+++ RECORDS SUPPLIED +++

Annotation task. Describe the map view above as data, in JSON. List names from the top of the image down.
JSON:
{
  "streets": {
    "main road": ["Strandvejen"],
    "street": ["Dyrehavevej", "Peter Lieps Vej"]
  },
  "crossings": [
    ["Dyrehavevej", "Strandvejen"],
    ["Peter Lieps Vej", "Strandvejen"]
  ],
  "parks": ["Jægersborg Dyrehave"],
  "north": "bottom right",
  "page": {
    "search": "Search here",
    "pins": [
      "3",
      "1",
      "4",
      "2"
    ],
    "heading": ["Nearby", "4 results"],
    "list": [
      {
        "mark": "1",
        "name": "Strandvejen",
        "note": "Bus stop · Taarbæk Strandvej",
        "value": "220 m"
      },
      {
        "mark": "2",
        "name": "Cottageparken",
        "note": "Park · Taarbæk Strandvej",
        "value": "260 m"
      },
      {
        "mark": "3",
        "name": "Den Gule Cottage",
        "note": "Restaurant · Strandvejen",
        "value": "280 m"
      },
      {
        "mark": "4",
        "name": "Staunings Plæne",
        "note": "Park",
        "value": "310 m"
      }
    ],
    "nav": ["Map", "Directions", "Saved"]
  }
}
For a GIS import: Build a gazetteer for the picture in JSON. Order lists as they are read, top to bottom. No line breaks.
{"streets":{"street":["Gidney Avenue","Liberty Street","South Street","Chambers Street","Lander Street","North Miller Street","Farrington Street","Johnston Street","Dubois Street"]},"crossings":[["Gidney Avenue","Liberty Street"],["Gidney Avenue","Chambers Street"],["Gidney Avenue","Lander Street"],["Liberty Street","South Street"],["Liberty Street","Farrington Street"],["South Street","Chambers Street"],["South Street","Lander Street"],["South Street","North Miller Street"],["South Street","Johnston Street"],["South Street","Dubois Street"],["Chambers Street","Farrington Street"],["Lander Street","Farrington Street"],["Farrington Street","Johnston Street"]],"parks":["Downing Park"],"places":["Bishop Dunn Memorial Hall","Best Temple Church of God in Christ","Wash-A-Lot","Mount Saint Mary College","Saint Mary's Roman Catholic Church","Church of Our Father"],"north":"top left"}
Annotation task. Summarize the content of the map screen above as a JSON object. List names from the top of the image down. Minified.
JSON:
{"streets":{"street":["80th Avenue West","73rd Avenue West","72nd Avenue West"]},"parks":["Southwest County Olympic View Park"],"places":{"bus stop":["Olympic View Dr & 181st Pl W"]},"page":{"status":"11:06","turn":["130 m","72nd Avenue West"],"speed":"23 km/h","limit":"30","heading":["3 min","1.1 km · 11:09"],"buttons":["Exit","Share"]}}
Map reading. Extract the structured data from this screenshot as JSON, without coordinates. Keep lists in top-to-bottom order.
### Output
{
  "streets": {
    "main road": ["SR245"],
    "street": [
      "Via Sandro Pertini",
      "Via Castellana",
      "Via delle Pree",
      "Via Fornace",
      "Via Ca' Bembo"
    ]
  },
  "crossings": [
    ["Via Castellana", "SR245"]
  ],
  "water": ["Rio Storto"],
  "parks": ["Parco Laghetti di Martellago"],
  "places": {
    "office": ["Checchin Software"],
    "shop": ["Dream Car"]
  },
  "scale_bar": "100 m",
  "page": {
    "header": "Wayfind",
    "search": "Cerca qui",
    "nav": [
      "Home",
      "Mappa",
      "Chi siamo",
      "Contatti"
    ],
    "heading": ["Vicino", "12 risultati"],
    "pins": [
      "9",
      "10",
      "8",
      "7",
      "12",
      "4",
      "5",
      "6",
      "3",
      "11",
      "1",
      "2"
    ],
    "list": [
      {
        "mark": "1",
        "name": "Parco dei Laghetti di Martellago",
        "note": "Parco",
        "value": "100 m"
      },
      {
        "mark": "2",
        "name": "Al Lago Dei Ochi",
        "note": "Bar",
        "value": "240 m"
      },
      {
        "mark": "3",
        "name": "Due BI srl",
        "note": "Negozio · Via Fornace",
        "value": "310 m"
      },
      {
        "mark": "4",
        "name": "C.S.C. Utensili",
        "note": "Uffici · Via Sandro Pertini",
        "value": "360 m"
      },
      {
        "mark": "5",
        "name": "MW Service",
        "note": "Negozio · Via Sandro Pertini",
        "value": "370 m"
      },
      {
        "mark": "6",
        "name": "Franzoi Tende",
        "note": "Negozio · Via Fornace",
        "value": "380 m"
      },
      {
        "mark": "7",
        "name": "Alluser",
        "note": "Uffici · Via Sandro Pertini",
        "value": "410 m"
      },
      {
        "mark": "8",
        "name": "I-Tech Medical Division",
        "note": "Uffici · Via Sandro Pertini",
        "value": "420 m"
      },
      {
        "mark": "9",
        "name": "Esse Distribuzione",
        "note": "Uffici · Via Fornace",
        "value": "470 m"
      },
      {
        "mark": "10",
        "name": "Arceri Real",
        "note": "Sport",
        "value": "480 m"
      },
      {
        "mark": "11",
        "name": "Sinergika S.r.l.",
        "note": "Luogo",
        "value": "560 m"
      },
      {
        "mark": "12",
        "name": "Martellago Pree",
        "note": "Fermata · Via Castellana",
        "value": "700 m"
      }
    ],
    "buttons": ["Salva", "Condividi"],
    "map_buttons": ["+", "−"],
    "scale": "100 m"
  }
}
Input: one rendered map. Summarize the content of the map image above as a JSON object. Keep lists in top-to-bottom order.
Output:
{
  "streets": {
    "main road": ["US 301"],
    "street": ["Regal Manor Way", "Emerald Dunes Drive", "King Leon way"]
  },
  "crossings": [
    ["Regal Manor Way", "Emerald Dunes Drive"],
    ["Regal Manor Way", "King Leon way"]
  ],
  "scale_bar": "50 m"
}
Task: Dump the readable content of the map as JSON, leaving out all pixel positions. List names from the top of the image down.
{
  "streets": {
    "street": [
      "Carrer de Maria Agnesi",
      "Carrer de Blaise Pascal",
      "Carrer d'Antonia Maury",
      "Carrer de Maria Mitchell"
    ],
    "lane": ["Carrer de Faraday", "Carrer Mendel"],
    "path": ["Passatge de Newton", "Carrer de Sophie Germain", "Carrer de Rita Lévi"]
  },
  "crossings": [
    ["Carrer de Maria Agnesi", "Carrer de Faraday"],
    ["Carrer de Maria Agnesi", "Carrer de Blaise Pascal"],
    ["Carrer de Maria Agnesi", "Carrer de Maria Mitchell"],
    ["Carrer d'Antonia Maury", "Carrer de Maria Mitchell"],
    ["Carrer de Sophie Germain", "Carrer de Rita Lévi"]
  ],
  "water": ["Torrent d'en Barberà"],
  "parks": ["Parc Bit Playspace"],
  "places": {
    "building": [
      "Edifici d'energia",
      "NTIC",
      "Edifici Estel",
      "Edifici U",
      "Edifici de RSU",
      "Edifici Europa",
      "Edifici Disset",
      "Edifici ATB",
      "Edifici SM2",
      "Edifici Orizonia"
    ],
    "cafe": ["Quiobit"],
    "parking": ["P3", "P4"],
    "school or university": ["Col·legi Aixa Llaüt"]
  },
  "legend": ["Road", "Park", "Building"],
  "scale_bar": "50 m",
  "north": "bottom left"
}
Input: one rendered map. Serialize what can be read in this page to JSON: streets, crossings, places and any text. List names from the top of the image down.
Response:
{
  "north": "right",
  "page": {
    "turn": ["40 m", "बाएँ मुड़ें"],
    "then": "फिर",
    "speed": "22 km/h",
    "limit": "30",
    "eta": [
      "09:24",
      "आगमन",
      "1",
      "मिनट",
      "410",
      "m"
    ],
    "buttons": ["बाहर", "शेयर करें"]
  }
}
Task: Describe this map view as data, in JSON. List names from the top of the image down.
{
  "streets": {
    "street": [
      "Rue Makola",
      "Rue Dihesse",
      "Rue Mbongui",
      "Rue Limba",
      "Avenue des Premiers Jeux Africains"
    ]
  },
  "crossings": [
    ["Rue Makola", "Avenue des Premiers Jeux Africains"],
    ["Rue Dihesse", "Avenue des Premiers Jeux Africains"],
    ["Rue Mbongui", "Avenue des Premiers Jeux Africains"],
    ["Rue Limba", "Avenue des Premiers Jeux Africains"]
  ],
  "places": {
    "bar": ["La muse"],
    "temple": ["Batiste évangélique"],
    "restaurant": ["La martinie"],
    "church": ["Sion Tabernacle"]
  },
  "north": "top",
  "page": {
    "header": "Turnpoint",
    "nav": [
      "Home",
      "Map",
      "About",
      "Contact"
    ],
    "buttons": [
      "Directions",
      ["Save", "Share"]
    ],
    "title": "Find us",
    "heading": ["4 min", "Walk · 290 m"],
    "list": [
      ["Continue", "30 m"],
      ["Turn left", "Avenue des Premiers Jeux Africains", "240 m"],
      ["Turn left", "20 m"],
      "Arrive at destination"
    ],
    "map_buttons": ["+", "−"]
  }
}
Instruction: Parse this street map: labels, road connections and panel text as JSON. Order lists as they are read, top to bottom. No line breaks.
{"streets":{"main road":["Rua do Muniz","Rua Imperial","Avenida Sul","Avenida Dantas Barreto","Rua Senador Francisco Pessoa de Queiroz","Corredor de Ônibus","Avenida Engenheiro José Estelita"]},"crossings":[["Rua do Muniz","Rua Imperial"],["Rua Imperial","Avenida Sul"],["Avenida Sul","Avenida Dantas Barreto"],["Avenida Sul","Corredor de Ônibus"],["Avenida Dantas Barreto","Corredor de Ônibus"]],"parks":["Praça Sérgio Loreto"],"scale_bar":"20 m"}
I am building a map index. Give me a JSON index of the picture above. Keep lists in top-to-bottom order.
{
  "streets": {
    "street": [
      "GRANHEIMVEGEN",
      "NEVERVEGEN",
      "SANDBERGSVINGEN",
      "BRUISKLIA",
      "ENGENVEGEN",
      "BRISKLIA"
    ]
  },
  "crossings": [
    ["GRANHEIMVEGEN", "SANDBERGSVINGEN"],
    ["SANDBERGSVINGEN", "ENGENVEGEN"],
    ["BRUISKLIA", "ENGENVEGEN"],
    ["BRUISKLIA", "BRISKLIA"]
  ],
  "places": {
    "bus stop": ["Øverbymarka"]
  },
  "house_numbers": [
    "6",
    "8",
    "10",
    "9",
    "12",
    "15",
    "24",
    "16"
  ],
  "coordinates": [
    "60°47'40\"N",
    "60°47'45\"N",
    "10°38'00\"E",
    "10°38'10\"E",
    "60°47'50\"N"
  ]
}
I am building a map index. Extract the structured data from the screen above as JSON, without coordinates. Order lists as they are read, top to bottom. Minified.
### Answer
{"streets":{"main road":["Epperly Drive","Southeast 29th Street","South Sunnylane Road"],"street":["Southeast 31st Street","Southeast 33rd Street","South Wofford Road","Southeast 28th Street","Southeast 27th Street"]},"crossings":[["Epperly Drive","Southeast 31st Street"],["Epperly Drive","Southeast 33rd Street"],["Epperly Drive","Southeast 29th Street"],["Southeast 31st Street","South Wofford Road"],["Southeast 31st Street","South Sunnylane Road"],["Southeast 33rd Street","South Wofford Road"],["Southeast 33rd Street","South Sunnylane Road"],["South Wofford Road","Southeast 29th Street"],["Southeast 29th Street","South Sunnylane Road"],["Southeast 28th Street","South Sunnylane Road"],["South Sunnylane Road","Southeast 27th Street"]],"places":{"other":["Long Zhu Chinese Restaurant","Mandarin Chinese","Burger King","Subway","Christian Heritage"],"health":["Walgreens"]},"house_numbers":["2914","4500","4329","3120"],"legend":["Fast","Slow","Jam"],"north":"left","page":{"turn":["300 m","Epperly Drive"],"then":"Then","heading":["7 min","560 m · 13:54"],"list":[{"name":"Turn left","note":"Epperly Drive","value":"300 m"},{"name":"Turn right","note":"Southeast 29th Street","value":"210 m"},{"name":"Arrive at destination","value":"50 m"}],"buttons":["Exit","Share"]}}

+++

**THE PROBLEM**
Among the lines above, find those holding "Carrer" and copy each one.

**RESULT FOR THIS TASK**
      "Carrer de Maria Agnesi",
      "Carrer de Blaise Pascal",
      "Carrer d'Antonia Maury",
      "Carrer de Maria Mitchell"
    "lane": ["Carrer de Faraday", "Carrer Mendel"],
    "path": ["Passatge de Newton", "Carrer de Sophie Germain", "Carrer de Rita Lévi"]
    ["Carrer de Maria Agnesi", "Carrer de Faraday"],
    ["Carrer de Maria Agnesi", "Carrer de Blaise Pascal"],
    ["Carrer de Maria Agnesi", "Carrer de Maria Mitchell"],
    ["Carrer d'Antonia Maury", "Carrer de Maria Mitchell"],
    ["Carrer de Sophie Germain", "Carrer de Rita Lévi"]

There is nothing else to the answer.